ACTIVITY: Scan the data below and copy each line where "leaving" occurs.
□ □ □ □ □
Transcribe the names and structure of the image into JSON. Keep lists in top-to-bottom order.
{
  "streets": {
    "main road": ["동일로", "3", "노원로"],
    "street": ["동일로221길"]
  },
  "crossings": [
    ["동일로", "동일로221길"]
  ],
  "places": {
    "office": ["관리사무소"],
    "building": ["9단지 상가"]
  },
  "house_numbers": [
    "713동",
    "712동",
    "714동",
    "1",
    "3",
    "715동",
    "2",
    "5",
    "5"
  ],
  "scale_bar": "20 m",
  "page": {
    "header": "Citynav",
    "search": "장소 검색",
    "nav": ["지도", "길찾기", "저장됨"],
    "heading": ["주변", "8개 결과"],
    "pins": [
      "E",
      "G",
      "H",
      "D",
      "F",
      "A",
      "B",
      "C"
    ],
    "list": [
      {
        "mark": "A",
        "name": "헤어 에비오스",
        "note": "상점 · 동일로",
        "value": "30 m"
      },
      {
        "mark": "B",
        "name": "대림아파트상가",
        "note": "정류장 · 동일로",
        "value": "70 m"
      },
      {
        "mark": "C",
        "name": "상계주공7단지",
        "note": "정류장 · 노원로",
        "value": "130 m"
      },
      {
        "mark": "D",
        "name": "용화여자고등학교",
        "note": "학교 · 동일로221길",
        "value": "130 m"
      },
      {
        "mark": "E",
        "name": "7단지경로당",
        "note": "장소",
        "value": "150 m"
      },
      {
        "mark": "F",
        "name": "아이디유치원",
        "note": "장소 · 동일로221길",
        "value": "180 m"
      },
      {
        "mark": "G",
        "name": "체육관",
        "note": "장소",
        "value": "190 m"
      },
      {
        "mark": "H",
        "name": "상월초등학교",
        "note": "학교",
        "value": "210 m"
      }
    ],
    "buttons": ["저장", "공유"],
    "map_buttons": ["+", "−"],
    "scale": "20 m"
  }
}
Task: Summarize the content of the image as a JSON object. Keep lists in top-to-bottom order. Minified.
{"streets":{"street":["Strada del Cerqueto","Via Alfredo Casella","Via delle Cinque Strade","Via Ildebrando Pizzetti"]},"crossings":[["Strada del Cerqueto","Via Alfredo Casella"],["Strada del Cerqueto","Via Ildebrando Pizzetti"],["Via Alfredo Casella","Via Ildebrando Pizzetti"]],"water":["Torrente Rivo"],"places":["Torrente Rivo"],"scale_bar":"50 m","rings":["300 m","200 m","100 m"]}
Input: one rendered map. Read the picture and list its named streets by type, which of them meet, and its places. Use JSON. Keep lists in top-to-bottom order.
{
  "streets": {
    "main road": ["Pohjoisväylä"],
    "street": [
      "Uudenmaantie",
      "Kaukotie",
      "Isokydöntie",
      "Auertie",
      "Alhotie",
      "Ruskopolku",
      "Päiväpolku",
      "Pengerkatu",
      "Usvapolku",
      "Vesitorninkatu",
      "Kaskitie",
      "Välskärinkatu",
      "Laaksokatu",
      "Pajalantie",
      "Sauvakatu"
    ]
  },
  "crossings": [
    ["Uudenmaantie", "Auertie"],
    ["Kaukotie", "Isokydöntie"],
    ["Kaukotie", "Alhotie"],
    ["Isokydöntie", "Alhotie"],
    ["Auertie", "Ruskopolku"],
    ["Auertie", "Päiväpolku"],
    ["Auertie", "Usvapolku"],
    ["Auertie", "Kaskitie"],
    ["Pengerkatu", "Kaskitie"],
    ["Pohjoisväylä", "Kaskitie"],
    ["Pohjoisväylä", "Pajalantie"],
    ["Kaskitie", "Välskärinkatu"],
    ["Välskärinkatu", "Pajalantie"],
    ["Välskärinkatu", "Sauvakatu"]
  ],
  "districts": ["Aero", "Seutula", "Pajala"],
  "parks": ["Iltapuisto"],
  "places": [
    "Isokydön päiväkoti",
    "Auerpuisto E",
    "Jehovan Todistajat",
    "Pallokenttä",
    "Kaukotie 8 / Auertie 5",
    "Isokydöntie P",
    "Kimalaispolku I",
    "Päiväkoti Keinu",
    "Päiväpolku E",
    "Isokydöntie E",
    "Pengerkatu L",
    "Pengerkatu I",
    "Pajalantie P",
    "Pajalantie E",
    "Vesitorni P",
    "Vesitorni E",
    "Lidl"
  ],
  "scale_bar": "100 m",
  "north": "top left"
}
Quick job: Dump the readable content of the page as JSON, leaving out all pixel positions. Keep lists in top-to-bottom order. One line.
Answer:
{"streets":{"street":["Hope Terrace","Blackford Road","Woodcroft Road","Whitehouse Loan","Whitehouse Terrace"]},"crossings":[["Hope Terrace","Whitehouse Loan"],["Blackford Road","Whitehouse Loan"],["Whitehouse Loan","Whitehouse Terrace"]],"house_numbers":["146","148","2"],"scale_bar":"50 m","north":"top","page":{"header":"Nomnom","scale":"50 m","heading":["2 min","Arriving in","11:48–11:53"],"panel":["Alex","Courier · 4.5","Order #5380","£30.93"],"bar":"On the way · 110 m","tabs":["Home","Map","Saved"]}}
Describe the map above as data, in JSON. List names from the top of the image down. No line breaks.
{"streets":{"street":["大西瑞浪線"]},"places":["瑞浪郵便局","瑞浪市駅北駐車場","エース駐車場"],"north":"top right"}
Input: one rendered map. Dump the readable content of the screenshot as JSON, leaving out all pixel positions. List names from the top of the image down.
□ □ □ □ □
ANSWER SECTION:
Quick job: Dump the readable content of the page as JSON, leaving out all pixel positions. Keep lists in top-to-bottom order. One line.
Input: one rendered map. Dump the readable content of the screenshot as JSON, leaving out all pixel positions. List names from the top of the image down.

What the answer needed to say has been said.